**WHAT THIS TASK INVOLVES**
As the answer, give a copy of each line below that includes the word "html".

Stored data

________________

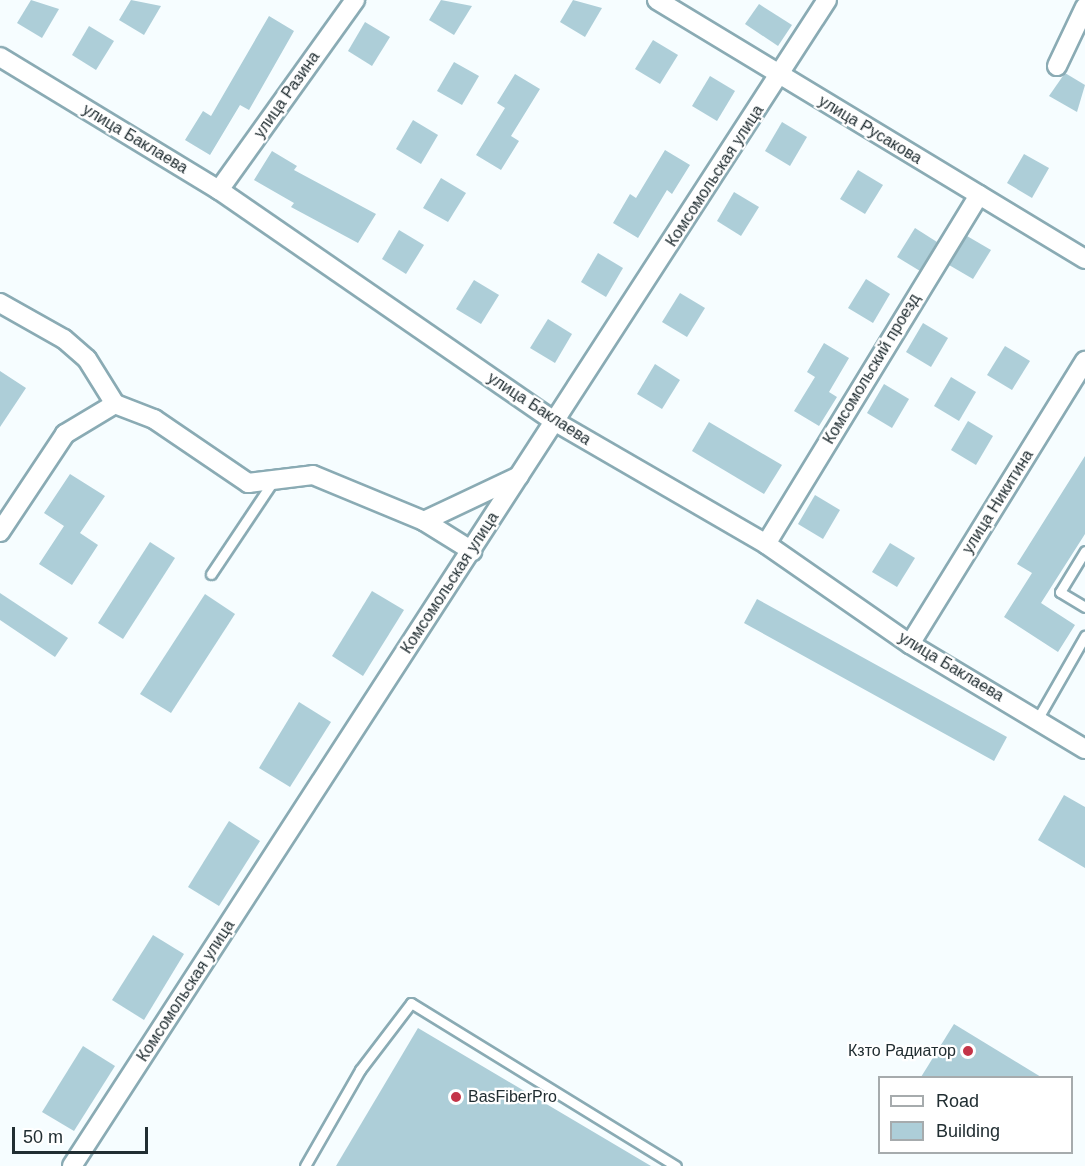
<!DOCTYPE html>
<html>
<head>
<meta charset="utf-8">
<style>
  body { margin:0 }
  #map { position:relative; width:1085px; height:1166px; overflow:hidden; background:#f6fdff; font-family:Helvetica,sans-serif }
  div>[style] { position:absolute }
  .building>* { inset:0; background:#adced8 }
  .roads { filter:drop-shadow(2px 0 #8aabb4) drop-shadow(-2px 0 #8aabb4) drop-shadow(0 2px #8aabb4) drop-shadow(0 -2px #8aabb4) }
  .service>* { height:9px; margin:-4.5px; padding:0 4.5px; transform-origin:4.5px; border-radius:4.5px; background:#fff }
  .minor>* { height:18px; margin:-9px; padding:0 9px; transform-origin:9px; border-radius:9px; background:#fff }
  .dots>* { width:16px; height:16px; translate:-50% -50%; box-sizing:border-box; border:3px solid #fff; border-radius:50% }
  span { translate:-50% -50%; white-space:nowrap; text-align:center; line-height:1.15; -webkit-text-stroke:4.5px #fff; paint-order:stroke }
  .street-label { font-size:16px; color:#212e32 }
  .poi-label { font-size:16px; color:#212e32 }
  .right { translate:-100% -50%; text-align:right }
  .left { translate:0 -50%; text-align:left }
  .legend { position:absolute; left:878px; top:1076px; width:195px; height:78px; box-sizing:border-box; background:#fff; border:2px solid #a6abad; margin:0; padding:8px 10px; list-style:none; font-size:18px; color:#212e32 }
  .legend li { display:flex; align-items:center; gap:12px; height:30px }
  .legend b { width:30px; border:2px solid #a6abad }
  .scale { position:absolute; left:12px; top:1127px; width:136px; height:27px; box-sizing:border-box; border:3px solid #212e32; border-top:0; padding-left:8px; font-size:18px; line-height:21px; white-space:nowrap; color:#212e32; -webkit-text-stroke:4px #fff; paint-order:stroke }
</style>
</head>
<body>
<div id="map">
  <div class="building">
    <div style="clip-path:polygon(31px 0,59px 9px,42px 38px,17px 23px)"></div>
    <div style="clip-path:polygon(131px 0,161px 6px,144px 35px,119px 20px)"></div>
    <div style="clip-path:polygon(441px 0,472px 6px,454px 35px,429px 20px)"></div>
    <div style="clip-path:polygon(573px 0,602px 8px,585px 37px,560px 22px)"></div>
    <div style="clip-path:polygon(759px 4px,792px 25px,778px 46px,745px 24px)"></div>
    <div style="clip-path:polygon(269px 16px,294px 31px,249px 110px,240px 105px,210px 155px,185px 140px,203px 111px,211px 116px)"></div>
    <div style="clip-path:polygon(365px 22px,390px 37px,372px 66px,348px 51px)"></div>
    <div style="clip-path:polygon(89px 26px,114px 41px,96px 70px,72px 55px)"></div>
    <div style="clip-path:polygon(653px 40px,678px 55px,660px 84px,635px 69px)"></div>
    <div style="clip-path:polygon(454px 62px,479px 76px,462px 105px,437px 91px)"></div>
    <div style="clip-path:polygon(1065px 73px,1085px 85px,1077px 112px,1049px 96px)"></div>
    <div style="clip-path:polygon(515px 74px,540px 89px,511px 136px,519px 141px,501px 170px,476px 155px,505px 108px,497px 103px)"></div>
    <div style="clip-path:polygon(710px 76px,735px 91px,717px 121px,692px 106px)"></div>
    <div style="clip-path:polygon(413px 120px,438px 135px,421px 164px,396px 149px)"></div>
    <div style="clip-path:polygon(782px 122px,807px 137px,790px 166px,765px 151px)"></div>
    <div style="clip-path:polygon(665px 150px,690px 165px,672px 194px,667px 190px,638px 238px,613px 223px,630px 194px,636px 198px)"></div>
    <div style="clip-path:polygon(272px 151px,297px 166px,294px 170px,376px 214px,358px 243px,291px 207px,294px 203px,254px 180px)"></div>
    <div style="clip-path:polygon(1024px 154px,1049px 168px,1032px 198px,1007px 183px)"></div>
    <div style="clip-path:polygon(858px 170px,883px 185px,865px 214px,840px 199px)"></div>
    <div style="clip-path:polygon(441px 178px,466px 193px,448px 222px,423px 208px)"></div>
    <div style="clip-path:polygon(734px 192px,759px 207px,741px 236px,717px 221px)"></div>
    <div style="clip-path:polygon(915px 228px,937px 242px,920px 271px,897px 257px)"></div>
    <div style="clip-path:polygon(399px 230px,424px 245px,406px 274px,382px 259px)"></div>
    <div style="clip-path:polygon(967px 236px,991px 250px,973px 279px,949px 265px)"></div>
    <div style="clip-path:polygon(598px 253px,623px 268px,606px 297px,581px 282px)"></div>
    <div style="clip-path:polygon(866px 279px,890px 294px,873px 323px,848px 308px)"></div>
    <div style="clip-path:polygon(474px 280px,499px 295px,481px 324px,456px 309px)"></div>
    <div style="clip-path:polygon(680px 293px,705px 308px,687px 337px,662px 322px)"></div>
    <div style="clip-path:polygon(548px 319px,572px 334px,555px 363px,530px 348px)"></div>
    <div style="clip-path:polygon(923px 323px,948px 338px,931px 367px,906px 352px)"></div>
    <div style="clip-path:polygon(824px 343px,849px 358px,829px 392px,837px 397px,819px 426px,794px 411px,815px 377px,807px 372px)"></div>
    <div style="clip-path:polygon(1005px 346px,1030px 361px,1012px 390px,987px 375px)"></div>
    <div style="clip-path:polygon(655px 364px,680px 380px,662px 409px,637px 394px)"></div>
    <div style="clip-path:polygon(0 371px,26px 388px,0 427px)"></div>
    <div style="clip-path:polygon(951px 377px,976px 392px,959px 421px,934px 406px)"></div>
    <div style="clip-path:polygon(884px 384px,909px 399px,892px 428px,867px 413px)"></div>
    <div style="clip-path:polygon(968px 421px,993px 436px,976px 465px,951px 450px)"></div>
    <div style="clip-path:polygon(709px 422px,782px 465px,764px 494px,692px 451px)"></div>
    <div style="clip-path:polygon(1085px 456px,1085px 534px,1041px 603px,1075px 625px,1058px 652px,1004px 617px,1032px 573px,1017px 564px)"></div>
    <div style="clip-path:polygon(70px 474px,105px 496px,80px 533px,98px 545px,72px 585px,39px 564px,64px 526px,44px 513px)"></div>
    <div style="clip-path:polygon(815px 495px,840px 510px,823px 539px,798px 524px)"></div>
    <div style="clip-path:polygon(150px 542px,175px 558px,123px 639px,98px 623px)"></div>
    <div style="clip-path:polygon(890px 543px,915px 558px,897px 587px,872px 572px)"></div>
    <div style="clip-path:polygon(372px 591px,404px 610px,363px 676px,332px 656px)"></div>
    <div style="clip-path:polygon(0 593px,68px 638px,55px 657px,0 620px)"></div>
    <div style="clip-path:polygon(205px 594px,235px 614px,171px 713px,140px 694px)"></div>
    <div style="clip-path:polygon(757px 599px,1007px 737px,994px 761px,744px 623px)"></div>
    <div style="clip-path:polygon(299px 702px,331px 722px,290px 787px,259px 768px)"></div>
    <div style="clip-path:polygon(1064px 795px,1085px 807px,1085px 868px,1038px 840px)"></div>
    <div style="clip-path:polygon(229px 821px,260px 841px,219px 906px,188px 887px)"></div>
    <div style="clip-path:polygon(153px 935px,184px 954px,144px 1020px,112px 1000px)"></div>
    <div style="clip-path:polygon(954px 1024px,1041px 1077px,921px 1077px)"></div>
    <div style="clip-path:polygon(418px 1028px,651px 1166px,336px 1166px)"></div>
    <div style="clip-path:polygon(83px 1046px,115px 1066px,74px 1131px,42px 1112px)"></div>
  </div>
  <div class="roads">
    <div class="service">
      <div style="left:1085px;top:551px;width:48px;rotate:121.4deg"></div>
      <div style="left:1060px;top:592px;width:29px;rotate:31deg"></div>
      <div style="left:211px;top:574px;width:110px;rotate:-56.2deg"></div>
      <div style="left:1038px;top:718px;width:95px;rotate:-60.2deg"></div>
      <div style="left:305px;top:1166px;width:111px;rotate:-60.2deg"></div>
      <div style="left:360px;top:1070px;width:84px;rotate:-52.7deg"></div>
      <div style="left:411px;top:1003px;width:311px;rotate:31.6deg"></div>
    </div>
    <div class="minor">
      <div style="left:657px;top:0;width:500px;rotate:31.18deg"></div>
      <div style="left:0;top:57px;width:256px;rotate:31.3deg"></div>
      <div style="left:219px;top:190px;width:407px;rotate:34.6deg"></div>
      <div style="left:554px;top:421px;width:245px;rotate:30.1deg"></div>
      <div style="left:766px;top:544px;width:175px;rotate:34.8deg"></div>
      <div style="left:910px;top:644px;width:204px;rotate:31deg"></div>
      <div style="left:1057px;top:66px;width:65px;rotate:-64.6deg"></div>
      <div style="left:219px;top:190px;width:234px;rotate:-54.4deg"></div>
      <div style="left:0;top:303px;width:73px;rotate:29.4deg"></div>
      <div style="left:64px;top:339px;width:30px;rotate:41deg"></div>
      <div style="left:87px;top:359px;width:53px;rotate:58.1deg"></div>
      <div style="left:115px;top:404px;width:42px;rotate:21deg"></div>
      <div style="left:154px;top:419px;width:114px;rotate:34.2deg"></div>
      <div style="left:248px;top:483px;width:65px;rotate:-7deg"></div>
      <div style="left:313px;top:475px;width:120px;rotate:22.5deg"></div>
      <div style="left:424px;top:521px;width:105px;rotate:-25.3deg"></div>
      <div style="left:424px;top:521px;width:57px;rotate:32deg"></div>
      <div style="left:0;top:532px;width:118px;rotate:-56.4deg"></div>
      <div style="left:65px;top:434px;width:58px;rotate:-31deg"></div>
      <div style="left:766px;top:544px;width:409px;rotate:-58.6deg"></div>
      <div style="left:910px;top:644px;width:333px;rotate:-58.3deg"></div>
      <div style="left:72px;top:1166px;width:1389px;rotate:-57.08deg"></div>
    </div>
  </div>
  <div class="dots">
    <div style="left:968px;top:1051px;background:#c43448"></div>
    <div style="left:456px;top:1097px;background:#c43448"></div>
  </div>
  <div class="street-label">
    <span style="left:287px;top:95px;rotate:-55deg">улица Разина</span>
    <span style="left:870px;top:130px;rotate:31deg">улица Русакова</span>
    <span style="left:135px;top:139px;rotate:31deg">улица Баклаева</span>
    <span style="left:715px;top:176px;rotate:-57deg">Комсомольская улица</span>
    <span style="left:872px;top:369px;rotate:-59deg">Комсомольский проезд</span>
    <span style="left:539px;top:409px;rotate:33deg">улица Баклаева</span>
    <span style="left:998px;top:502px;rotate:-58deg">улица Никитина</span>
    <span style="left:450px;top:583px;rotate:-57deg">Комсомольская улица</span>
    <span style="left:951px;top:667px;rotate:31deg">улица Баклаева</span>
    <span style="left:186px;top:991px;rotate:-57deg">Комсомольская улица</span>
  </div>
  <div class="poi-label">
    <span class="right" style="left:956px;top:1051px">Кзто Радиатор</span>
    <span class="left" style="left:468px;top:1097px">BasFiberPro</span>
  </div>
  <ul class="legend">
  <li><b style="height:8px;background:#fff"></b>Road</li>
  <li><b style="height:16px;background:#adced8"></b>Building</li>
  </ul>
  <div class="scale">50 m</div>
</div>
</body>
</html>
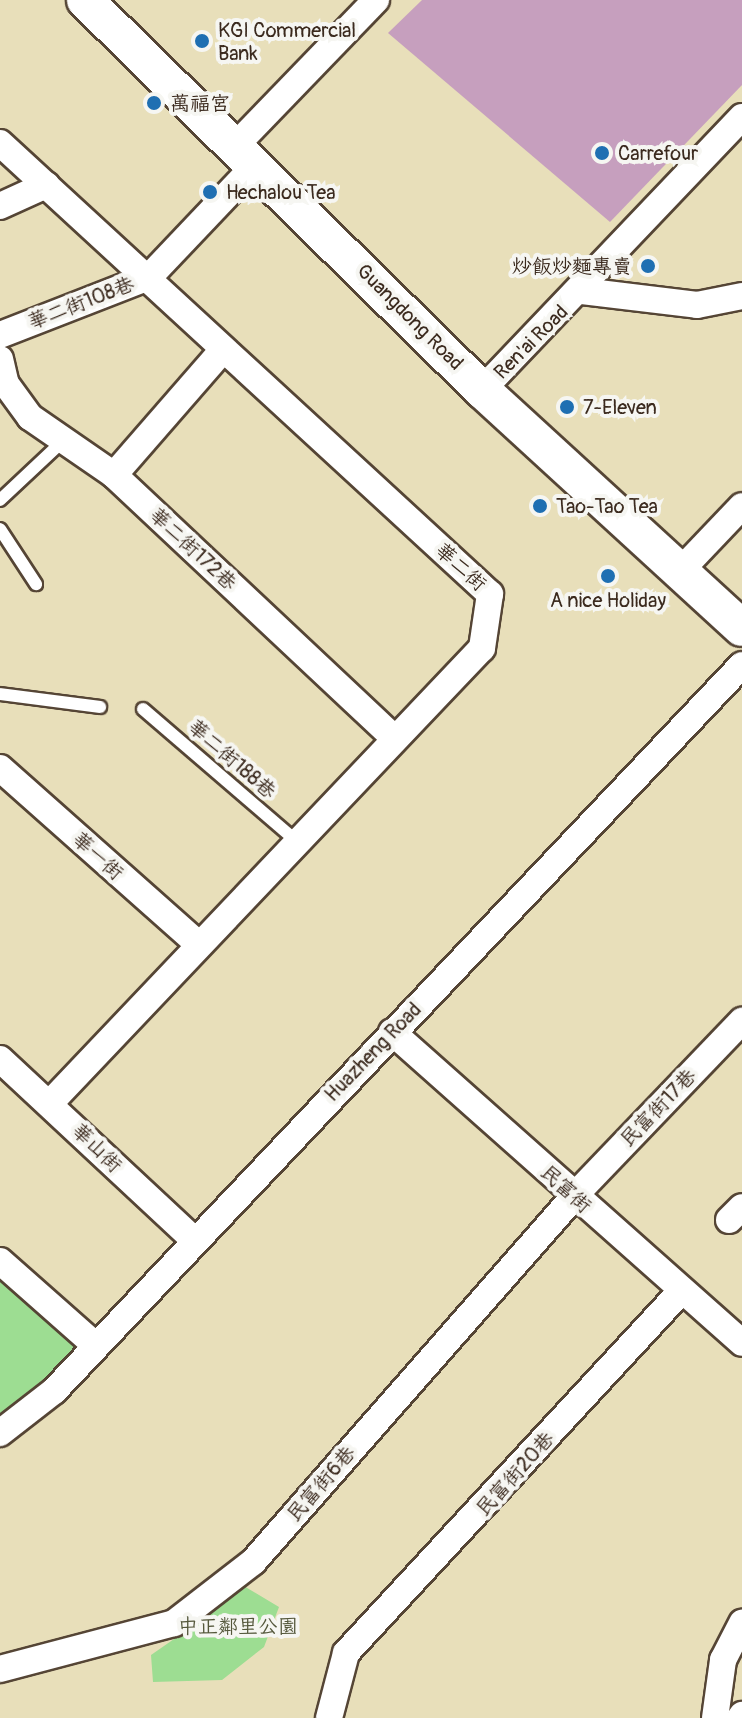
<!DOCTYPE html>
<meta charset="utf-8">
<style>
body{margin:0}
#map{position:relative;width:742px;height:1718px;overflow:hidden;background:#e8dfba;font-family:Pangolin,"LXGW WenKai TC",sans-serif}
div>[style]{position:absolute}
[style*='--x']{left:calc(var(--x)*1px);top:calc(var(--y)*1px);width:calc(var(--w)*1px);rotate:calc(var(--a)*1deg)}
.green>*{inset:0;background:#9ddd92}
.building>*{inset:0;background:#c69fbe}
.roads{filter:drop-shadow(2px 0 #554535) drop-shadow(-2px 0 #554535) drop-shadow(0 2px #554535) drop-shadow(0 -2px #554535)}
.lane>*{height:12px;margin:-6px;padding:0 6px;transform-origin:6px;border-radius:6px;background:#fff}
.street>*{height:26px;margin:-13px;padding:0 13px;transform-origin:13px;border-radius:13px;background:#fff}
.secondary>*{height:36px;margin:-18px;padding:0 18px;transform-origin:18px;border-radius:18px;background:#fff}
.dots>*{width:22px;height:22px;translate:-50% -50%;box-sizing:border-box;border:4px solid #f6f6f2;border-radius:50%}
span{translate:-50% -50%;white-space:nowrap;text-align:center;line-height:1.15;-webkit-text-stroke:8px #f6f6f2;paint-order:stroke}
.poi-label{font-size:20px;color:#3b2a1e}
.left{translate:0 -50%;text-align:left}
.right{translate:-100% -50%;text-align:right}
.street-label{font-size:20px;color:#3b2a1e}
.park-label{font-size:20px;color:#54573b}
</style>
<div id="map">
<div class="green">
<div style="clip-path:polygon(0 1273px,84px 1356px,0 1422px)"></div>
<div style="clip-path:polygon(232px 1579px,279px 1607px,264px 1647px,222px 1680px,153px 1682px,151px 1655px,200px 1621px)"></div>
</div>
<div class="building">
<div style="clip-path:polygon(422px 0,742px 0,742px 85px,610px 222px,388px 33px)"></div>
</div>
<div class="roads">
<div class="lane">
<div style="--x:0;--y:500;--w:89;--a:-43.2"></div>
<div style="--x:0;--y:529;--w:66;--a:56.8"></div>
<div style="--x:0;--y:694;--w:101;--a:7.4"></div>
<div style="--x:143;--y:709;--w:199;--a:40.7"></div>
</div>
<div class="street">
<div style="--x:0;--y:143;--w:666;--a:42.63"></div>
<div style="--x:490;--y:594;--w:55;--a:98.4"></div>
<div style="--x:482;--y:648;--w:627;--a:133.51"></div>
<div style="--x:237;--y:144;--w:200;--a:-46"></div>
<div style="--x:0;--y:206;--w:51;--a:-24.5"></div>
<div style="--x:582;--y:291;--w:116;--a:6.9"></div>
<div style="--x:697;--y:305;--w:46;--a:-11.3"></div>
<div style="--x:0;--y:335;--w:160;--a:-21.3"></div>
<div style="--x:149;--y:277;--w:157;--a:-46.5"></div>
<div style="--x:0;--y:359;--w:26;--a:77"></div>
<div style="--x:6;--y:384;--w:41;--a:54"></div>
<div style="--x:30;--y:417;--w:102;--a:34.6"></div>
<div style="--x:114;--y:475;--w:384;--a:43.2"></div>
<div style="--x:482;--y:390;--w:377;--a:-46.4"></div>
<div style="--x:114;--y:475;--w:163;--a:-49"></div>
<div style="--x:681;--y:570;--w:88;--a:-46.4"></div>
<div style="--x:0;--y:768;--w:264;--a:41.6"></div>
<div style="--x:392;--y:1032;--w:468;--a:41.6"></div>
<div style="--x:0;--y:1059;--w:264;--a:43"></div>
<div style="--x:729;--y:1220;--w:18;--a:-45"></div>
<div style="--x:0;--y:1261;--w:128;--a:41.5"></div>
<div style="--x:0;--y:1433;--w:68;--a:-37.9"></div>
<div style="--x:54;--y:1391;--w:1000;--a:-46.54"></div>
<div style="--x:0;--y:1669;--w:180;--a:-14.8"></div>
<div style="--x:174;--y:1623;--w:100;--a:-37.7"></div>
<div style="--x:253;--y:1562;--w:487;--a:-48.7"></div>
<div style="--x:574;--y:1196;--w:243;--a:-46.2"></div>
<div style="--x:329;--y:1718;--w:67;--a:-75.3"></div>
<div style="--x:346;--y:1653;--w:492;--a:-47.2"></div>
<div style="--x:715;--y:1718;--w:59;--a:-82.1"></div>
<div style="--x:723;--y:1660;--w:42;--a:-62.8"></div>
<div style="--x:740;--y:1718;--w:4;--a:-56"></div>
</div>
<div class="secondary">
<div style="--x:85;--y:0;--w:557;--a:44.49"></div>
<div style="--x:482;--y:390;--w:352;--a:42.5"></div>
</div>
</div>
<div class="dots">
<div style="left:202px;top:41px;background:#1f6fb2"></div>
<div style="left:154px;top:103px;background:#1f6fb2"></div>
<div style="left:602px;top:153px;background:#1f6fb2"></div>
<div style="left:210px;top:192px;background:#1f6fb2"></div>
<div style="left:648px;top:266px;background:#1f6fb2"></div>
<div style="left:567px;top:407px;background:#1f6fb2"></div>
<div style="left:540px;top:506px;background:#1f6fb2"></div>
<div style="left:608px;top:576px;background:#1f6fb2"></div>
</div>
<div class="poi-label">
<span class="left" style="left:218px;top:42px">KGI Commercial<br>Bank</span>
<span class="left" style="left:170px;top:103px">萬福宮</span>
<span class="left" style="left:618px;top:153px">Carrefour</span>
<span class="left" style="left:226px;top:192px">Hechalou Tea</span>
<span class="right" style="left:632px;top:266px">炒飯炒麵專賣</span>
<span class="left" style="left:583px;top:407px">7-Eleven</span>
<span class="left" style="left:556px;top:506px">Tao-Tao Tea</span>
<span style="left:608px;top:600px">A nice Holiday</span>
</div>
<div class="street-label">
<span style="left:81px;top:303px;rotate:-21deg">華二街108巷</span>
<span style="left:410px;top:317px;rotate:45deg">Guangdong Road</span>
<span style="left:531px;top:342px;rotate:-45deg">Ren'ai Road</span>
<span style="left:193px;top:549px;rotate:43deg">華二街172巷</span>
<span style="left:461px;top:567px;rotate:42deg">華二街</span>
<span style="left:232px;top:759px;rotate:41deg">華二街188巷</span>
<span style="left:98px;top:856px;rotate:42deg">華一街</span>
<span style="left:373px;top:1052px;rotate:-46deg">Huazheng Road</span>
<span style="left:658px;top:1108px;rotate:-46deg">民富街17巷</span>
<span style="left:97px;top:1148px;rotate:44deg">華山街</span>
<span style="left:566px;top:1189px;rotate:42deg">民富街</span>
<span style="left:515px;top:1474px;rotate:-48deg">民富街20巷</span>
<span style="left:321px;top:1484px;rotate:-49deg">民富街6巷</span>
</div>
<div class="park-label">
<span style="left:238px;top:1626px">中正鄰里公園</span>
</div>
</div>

________________

**OUTPUT OF THE TASK**
<!DOCTYPE html>
<html>
</html>
<!DOCTYPE html>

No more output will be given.